**Task item**
Output, without alteration, the first line of the entries and each line after it, stopping with the line that contains "margin:-13.5px; padding:0; box-sizing:content-box;".

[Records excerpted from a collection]
___
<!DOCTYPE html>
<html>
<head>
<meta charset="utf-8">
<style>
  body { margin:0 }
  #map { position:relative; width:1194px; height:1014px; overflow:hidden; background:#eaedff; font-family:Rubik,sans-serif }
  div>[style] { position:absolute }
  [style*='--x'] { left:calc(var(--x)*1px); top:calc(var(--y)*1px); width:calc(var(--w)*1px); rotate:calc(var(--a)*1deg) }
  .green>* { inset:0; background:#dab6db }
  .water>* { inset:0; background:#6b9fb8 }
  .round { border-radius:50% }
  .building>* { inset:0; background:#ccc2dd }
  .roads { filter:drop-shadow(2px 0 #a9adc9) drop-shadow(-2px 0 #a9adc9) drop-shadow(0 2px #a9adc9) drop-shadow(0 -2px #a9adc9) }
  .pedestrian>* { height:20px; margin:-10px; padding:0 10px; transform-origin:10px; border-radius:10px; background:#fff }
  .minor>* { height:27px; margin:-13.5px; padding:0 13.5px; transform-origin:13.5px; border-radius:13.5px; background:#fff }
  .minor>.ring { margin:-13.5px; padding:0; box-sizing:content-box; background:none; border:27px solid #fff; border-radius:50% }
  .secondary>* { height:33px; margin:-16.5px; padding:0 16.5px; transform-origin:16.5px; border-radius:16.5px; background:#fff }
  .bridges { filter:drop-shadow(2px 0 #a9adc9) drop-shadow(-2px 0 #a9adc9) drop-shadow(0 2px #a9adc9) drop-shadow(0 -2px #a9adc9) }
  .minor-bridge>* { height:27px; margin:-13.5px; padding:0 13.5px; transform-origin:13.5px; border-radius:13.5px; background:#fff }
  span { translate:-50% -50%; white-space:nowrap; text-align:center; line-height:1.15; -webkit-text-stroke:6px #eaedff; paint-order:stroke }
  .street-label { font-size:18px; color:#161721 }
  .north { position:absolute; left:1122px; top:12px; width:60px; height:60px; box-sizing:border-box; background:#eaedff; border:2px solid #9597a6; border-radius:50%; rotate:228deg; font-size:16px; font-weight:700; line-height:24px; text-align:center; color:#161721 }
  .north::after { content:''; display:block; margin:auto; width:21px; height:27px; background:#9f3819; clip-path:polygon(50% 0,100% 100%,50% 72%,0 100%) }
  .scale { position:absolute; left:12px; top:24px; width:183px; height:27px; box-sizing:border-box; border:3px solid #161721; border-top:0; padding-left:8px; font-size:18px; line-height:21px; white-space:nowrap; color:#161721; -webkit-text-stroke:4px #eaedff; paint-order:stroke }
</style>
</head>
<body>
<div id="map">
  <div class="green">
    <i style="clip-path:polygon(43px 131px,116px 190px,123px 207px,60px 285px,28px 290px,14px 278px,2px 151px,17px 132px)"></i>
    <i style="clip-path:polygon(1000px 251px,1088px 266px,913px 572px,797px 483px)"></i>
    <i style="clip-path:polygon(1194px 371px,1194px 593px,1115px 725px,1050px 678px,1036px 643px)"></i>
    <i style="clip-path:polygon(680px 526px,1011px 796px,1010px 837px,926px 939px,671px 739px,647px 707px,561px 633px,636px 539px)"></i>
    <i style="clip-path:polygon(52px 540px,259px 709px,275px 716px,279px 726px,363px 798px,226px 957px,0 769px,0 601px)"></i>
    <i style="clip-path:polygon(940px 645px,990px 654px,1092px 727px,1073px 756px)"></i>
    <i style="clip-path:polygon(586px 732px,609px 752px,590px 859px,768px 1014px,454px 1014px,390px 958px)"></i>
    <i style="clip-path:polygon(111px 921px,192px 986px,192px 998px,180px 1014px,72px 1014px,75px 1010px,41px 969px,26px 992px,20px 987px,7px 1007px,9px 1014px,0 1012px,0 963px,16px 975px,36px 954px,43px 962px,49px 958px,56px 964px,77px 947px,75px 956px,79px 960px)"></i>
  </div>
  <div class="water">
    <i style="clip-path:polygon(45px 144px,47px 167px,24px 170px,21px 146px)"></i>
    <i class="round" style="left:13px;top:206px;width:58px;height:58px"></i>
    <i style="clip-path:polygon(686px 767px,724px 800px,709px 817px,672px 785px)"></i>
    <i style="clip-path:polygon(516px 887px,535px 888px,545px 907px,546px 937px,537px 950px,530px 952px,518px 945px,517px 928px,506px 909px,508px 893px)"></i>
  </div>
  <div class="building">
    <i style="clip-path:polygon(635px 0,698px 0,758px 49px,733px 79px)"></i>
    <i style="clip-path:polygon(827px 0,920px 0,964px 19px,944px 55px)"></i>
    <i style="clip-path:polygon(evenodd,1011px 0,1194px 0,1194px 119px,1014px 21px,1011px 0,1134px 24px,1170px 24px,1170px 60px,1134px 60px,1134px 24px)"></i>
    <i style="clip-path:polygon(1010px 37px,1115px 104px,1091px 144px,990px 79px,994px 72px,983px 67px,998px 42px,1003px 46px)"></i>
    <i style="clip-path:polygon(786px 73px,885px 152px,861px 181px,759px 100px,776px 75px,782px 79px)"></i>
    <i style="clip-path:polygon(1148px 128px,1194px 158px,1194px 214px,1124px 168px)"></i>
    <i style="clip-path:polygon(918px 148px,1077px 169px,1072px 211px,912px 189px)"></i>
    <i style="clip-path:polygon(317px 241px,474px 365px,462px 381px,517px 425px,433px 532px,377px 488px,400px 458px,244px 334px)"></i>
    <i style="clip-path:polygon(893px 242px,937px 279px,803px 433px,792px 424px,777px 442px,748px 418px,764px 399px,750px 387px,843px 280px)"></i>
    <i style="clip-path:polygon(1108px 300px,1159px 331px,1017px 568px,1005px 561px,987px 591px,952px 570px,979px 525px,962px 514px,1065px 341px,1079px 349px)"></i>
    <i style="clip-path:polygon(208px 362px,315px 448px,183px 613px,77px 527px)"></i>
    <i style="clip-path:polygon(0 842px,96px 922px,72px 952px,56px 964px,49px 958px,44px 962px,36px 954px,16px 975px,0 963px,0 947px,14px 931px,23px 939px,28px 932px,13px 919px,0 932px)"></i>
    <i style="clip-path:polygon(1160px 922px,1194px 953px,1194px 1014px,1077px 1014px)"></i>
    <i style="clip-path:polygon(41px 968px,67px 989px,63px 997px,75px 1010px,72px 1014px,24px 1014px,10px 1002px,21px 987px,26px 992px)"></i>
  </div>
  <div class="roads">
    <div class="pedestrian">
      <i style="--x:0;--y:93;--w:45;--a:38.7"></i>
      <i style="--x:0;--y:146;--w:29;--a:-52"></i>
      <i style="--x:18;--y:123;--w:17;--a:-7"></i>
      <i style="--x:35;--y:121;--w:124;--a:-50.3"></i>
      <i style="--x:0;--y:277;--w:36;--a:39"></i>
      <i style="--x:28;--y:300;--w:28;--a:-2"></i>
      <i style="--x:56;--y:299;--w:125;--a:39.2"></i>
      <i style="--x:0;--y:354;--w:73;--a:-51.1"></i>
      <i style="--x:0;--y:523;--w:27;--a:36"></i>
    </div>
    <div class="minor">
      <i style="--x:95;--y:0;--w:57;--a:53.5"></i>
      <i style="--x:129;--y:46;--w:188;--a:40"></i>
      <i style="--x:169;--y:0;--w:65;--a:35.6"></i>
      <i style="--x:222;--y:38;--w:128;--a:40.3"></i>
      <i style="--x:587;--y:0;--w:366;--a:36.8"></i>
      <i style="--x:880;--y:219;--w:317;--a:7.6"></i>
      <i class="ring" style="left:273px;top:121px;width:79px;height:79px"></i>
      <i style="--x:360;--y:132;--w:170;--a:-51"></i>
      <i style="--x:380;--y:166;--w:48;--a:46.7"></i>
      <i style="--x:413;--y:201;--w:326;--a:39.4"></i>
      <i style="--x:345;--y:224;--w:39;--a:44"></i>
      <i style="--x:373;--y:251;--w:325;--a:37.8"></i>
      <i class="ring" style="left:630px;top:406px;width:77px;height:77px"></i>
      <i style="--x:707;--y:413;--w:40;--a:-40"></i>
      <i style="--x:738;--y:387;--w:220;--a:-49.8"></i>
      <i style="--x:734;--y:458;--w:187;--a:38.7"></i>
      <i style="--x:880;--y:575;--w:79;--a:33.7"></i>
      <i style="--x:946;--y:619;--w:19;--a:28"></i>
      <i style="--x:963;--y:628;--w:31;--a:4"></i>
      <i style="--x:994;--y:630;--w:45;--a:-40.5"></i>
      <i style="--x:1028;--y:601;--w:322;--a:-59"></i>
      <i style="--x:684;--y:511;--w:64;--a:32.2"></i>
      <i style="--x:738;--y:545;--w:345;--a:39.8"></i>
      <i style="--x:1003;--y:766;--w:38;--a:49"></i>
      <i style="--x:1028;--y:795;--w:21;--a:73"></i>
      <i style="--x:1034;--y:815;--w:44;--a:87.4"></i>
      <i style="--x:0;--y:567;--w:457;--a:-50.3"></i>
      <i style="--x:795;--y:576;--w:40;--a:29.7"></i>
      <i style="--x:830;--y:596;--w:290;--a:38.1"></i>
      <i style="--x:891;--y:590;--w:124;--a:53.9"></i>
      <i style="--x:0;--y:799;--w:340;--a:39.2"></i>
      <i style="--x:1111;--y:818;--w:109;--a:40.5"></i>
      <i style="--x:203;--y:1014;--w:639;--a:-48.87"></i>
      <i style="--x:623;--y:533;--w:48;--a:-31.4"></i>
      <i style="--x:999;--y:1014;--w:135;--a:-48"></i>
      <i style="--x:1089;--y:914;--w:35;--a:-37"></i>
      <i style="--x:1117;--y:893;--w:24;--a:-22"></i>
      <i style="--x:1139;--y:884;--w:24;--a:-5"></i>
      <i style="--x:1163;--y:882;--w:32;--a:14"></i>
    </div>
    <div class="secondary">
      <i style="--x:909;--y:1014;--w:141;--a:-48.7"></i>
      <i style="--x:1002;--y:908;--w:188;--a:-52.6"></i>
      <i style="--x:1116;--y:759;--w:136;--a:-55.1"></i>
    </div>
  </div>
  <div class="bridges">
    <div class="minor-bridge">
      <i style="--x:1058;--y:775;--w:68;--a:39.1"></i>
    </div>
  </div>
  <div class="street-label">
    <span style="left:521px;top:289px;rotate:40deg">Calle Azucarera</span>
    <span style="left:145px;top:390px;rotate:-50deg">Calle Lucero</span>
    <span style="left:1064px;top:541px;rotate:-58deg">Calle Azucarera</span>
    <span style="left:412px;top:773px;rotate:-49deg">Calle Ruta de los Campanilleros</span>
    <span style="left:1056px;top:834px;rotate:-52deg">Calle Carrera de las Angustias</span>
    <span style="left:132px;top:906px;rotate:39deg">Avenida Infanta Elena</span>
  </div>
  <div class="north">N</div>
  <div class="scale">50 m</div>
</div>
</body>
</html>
___
**Exercise response**
<!DOCTYPE html>
<html>
<head>
<meta charset="utf-8">
<style>
  body { margin:0 }
  #map { position:relative; width:1194px; height:1014px; overflow:hidden; background:#eaedff; font-family:Rubik,sans-serif }
  div>[style] { position:absolute }
  [style*='--x'] { left:calc(var(--x)*1px); top:calc(var(--y)*1px); width:calc(var(--w)*1px); rotate:calc(var(--a)*1deg) }
  .green>* { inset:0; background:#dab6db }
  .water>* { inset:0; background:#6b9fb8 }
  .round { border-radius:50% }
  .building>* { inset:0; background:#ccc2dd }
  .roads { filter:drop-shadow(2px 0 #a9adc9) drop-shadow(-2px 0 #a9adc9) drop-shadow(0 2px #a9adc9) drop-shadow(0 -2px #a9adc9) }
  .pedestrian>* { height:20px; margin:-10px; padding:0 10px; transform-origin:10px; border-radius:10px; background:#fff }
  .minor>* { height:27px; margin:-13.5px; padding:0 13.5px; transform-origin:13.5px; border-radius:13.5px; background:#fff }
  .minor>.ring { margin:-13.5px; padding:0; box-sizing:content-box; background:none; border:27px solid #fff; border-radius:50% }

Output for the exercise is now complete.